Not only does yoga decrease the risk of injury it also can increase your muscle endurance and pain threshold. In yoga you learn correct breathing techniques that teach you how to have better control of your oxygen intake, monitoring the inhalations and exhalations allowing you to use the breath more efficiently as well as using it to move through pain.
Along with all the benefits you will gain physically it is also important to mention the mental clarity and focus gained from a regular yoga practise. Jumping on the mat allows you to draw the senses inwards for awhile and regain your composure and sense of self. It puts you back in touch with what is true for you and allows you to reassess where you are, and to start fresh every day.
It teaches you to work with what you have on that day because everyday the body has something different to offer and to teach. By coming more in touch with your body you are able to work with it, not against it. When you can hear what the body needs you are able to work together to go beyond your boundaries in a way you never considered before.

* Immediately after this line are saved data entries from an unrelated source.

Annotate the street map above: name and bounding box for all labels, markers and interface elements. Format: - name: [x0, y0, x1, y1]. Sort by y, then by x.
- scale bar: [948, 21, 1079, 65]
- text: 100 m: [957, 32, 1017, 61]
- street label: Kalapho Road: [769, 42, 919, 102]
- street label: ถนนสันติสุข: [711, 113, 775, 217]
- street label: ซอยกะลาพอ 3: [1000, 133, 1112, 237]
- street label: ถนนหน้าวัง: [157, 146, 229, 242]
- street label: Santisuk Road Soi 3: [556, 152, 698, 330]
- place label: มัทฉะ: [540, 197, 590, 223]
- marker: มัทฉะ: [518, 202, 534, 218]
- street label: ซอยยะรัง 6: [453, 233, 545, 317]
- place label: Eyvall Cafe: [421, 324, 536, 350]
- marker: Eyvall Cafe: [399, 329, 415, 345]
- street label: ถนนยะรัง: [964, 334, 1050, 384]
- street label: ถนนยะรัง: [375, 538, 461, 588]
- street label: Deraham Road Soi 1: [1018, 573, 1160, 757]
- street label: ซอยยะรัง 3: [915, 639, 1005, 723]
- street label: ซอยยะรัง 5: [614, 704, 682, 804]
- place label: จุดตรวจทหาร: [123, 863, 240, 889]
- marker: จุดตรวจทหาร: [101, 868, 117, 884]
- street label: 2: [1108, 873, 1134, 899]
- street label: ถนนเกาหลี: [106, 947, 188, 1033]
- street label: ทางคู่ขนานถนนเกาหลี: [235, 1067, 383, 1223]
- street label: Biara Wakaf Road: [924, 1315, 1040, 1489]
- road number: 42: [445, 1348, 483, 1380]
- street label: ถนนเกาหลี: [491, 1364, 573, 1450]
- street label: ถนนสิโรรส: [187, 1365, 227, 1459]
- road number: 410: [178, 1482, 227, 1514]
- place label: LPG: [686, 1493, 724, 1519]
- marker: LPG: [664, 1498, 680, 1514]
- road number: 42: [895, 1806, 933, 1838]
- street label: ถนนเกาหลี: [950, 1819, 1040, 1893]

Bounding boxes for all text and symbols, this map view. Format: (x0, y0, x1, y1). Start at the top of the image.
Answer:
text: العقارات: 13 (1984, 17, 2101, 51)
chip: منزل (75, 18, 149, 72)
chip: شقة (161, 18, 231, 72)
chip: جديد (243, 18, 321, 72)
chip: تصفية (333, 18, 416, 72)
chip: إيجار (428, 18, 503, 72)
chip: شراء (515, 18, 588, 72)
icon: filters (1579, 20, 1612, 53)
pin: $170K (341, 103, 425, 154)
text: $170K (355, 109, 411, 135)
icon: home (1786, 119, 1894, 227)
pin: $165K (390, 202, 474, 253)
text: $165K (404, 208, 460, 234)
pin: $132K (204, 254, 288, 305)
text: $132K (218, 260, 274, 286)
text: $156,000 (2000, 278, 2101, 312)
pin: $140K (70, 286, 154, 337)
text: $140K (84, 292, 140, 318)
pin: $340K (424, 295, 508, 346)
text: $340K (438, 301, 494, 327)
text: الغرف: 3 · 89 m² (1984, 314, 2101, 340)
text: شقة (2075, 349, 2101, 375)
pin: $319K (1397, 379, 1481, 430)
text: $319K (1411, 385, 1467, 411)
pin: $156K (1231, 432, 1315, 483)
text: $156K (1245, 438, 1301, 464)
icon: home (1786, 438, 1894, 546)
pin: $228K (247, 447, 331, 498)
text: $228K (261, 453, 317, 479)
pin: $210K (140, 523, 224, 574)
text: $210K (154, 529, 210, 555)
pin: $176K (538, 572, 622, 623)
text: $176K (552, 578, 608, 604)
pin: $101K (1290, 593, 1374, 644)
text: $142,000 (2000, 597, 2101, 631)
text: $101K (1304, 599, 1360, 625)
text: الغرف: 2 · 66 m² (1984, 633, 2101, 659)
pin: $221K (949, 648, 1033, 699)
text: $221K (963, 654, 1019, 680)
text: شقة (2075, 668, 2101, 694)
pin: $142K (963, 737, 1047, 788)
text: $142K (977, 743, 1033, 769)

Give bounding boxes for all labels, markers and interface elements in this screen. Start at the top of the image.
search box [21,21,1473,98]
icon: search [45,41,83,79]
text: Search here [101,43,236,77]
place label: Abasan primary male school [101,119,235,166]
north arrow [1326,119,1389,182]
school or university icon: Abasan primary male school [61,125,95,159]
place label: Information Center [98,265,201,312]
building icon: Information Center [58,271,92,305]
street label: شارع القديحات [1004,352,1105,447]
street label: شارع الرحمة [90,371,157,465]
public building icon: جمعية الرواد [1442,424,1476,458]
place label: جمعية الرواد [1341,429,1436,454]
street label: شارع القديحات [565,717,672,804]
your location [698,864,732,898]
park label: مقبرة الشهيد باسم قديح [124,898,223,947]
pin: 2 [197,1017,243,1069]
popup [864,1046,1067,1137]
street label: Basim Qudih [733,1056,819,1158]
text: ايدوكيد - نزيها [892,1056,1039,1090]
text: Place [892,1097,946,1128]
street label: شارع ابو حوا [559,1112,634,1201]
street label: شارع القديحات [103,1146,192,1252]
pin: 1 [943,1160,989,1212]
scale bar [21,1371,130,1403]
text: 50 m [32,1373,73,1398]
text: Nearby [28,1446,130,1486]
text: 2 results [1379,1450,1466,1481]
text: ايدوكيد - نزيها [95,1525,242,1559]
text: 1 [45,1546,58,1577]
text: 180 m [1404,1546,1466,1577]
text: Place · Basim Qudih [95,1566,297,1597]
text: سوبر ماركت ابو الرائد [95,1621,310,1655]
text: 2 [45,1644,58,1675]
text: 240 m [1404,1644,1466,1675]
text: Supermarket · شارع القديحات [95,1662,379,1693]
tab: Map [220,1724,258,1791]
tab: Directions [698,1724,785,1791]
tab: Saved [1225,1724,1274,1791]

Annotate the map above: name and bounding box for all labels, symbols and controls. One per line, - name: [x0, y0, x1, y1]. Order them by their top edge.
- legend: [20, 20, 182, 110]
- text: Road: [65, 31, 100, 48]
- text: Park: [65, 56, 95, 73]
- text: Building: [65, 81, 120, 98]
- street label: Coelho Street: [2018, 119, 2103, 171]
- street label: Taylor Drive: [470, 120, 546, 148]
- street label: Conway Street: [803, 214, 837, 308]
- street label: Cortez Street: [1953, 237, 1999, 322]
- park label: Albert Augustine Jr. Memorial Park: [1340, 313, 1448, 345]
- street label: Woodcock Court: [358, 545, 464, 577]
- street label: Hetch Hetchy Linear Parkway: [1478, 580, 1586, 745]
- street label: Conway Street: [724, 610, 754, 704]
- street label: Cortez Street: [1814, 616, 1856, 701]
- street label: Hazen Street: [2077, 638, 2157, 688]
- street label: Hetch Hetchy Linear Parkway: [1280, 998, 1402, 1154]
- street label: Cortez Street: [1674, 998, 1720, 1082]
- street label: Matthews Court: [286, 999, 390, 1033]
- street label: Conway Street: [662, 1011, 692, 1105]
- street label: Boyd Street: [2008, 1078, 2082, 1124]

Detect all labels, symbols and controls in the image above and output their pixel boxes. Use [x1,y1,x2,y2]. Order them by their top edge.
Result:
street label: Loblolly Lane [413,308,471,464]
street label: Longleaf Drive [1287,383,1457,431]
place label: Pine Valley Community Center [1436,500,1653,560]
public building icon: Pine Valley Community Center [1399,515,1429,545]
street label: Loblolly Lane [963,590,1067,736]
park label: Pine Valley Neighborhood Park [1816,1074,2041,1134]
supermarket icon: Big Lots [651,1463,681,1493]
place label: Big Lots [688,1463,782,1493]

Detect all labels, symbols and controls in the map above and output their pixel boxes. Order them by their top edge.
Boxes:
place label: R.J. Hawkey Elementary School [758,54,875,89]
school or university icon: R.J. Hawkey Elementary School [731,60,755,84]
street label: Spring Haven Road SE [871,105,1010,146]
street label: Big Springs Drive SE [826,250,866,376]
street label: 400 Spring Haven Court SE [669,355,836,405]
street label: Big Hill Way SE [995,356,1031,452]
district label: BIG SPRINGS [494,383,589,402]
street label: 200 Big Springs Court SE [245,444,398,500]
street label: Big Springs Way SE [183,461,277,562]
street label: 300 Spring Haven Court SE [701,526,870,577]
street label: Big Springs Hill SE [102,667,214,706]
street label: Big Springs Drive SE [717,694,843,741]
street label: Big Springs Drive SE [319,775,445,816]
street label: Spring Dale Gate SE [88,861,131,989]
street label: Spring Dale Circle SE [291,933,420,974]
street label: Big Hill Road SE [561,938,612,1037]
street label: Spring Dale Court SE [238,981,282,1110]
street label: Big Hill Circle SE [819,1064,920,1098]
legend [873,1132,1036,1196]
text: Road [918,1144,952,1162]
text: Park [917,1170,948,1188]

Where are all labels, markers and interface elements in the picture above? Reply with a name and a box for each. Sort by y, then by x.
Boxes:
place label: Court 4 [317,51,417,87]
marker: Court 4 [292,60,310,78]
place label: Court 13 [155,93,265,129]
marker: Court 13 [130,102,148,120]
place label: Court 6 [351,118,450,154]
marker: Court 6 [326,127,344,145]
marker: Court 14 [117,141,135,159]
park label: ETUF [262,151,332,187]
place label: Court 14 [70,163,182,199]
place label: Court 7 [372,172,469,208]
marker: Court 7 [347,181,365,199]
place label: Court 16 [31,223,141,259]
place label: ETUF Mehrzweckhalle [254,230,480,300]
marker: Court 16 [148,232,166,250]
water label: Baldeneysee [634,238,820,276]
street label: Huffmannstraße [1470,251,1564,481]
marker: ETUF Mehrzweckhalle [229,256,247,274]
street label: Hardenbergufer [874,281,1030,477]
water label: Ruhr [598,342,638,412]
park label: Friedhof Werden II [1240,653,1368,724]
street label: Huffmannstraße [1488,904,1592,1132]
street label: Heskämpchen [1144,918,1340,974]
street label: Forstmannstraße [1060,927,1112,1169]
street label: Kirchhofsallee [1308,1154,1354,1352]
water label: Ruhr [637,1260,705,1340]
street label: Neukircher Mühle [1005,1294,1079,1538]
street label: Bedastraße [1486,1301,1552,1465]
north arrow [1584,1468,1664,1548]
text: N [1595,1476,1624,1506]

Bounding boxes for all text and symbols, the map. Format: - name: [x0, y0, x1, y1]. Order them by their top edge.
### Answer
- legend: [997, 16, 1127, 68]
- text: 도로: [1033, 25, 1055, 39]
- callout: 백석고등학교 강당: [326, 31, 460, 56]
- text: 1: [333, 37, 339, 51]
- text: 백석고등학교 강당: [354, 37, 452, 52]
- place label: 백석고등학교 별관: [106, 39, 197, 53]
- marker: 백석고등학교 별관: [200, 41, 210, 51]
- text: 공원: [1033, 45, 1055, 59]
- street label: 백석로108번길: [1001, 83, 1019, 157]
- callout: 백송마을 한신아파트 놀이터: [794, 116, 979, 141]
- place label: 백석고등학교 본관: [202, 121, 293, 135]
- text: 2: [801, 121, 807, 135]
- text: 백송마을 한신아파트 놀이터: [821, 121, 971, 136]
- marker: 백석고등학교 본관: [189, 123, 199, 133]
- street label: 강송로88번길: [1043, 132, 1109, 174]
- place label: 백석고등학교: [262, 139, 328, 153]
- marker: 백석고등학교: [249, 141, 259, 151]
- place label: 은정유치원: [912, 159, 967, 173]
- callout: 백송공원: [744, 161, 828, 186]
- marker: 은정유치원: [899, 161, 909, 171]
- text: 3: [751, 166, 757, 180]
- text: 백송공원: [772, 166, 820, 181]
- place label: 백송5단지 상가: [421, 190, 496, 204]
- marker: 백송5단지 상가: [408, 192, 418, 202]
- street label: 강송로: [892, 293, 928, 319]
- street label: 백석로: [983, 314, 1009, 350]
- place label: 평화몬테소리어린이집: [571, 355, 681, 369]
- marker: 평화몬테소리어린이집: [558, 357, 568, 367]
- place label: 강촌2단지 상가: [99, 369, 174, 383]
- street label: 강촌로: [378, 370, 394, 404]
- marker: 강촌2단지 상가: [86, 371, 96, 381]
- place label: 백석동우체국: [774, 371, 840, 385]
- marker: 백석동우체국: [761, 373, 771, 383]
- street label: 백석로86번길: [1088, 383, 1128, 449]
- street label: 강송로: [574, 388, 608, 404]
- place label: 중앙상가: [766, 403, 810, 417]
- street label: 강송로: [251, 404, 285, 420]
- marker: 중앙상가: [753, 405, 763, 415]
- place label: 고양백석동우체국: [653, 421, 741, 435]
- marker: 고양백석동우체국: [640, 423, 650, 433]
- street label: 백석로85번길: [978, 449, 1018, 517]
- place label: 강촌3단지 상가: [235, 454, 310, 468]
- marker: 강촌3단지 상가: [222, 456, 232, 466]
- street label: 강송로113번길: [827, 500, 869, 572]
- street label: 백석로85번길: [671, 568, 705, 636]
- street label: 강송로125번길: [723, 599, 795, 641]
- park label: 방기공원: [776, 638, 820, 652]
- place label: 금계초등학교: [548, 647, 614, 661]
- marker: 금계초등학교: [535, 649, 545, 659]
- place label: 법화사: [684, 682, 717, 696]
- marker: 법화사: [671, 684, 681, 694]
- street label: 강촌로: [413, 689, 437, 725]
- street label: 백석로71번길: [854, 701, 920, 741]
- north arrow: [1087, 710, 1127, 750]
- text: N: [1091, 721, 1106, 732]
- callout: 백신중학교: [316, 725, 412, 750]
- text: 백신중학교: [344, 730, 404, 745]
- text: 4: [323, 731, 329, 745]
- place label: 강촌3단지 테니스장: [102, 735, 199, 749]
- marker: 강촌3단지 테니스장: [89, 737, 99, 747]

Personally for me one of the great benefits of yoga is that it teaches us to be present in the moment. I have done this many times in a class, I would ask my yogis to do an asana, usually a balancing one as it demonstrates this principle in yoga best, I would ask them to really concentrate, think, breath and then do it and hold the asana. The result is stunning everybody in the class is able to hold the balance in a steady manner for an extended time. I would bring them out, ask them to feel what they have done and then ask them to do the asana again. But this time as they start to hold the asana I would ask them to think about their day, problems at work or home and suddenly the whole class starts to fall apart! And this is the beauty of yoga, it teaches us that we can be in the moment, that it does help us to set our day and problems aside for a moment and that we can attain inner strength and tenacity from our practice.
So instead of asking me why you should be doing yoga perhaps I should ask you why you are not doing yoga. What have you got to lose?